Related papers: Bayesian identification of nonseparable Hamiltonians with multiplicative noise using deep learning and reduced-order modeling

Bayesian identification of nonseparable Hamiltonians with multiplicative noise using deep learning and reduced-order modeling

URL: http://arxiv.org/abs/2401.12476v3
Date: Sat, 20 Jul 2024 13:04:54 GMT
Title: Bayesian identification of nonseparable Hamiltonians with multiplicative noise using deep learning and reduced-order modeling
Authors: Nicholas Galioto, Harsh Sharma, Boris Kramer, Alex Arkady Gorodetsky,
Abstract summary: This paper presents a structure-preserving Bayesian approach for learning nonseparable Hamiltonian systems. We develop a novel algorithm for cost-effective application of Bayesian system identification to high-dimensional systems. We show that using the Bayesian posterior as a training objective can yield upwards of 724 times improvement in Hamiltonian mean squared error.
Score: 0.5999777817331317
License: http://creativecommons.org/licenses/by/4.0/
Abstract: This paper presents a structure-preserving Bayesian approach for learning nonseparable Hamiltonian systems using stochastic dynamic models allowing for statistically-dependent, vector-valued additive and multiplicative measurement noise. The approach is comprised of three main facets. First, we derive a Gaussian filter for a statistically-dependent, vector-valued, additive and multiplicative noise model that is needed to evaluate the likelihood within the Bayesian posterior. Second, we develop a novel algorithm for cost-effective application of Bayesian system identification to high-dimensional systems. Third, we demonstrate how structure-preserving methods can be incorporated into the proposed framework, using nonseparable Hamiltonians as an illustrative system class.
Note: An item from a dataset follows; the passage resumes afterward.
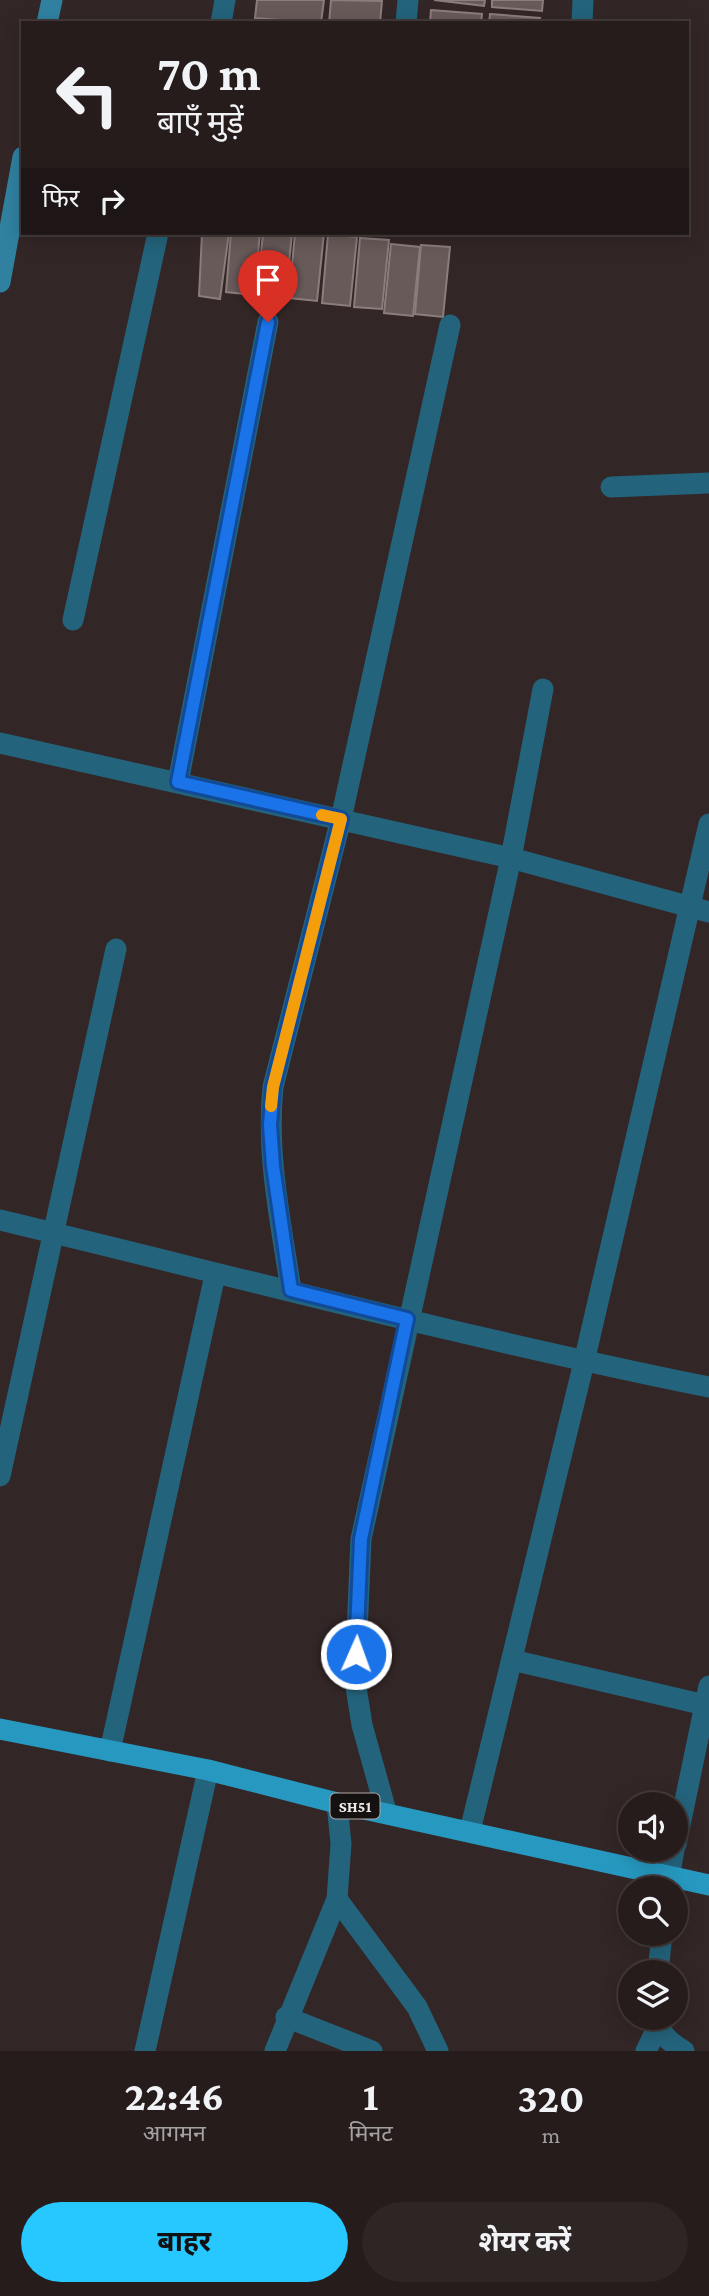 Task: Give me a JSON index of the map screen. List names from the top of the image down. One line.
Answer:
{"streets":{"main road":["SH51"]},"page":{"turn":["70 m","बाएँ मुड़ें"],"then":"फिर","eta":["22:46","आगमन","1","मिनट","320","m"],"buttons":["बाहर","शेयर करें"]}}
We assess the method's performance based on the forecasting accuracy of a model estimated from single-trajectory data. We compare the Bayesian method to a state-of-the-art machine learning method on a canonical nonseparable Hamiltonian model and a chaotic double pendulum model with small, noisy training datasets. The results show that using the Bayesian posterior as a training objective can yield upwards of 724 times improvement in Hamiltonian mean squared error using training data with up to 10% multiplicative noise compared to a standard training objective. Lastly, we demonstrate the utility of the novel algorithm for parameter estimation of a 64-dimensional model of the spatially-discretized nonlinear Schr\"odinger equation with data corrupted by up to 20% multiplicative noise.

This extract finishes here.